What the task requires:
Copy all the records exactly, but keep the pictures out of your version.

Source data:

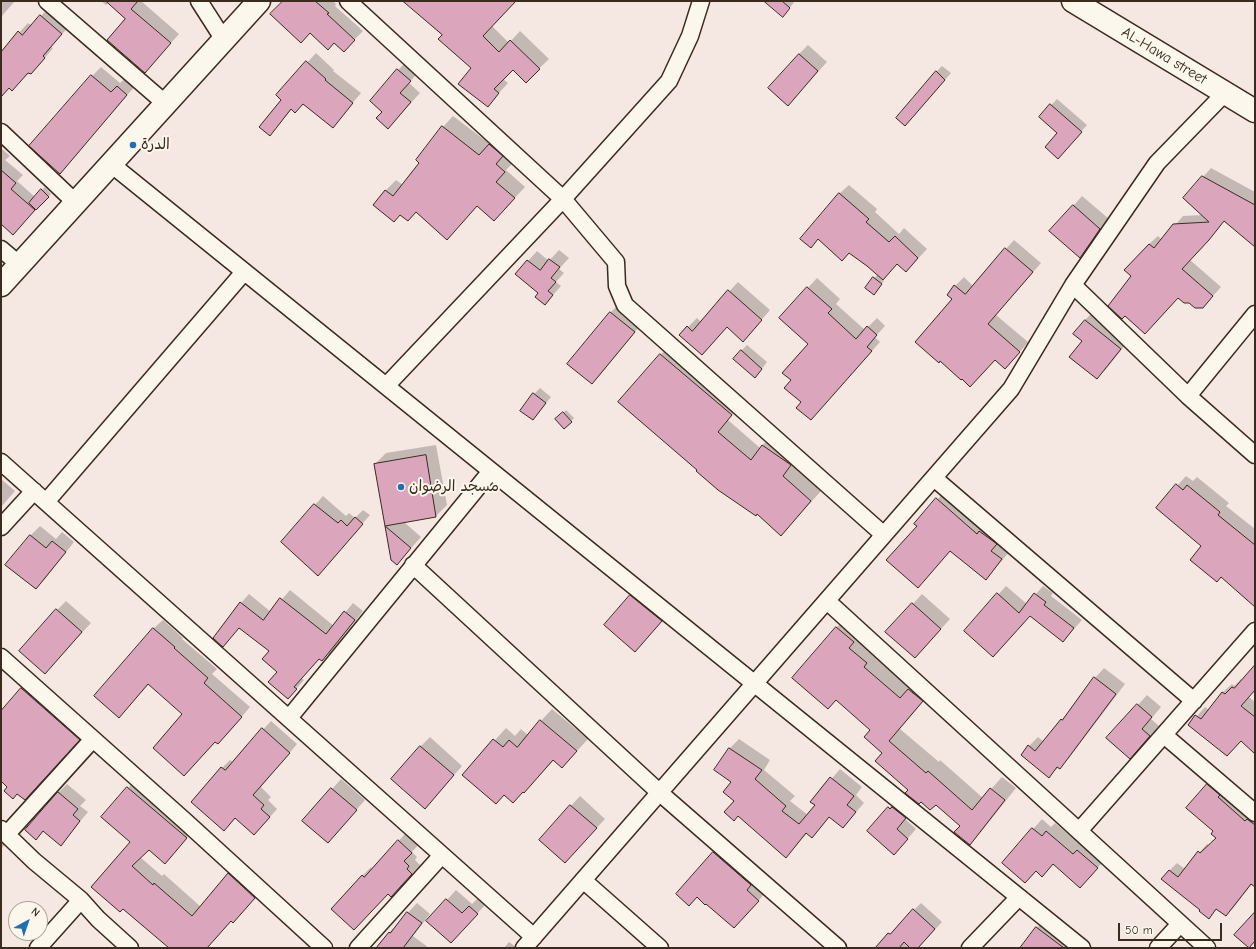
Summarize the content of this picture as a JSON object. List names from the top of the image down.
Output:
{
  "streets": {
    "street": ["AL-Hawa street"]
  },
  "places": ["الدرة", "مسجد الرضوان"],
  "scale_bar": "50 m",
  "north": "top right"
}
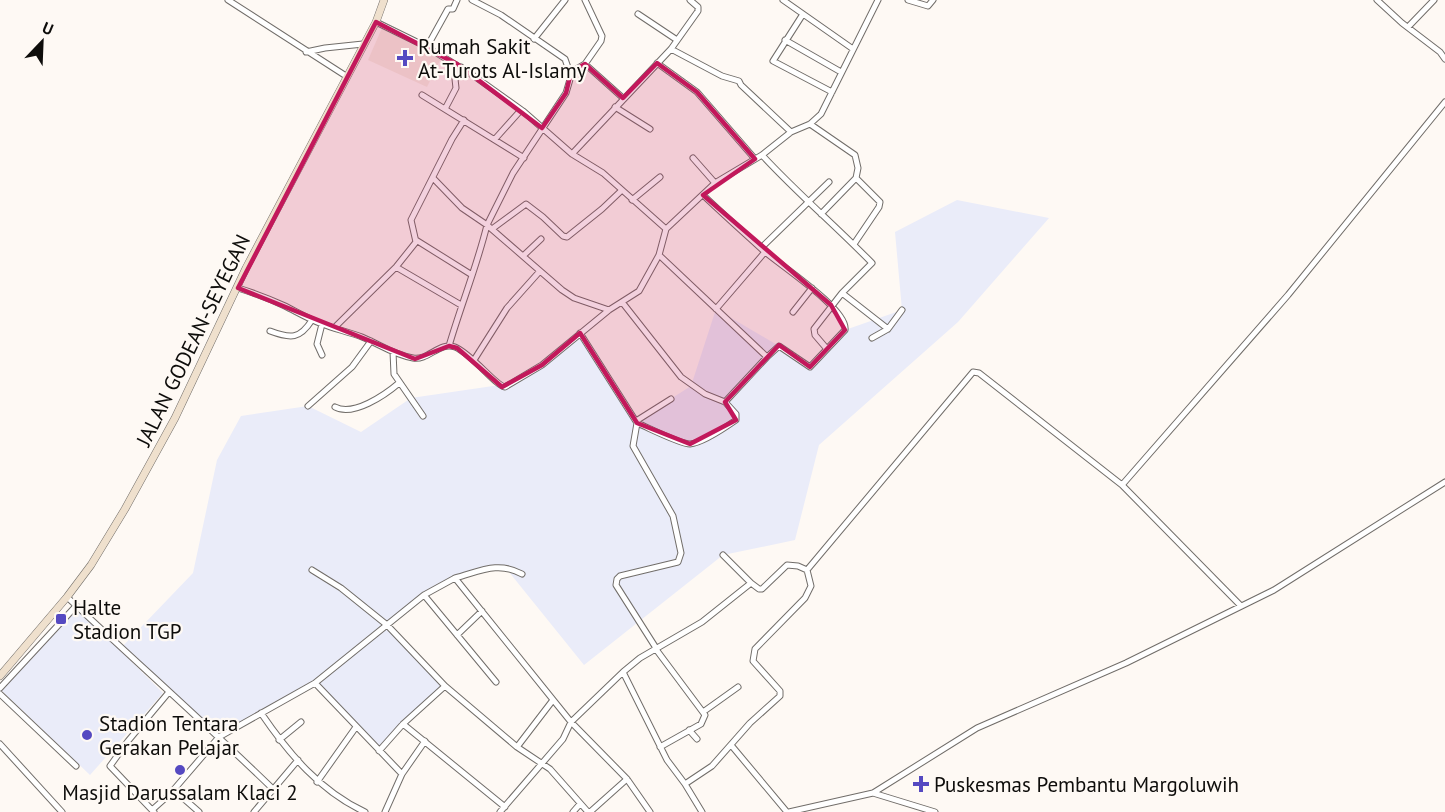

Worked solution:
Summarize the content of this picture as a JSON object. List names from the top of the image down.
Output:
{
  "streets": {
    "street": ["AL-Hawa street"]
  },
  "places": ["الدرة", "مسجد الرضوان"],
  "scale_bar": "50 m",
  "north": "top right"
}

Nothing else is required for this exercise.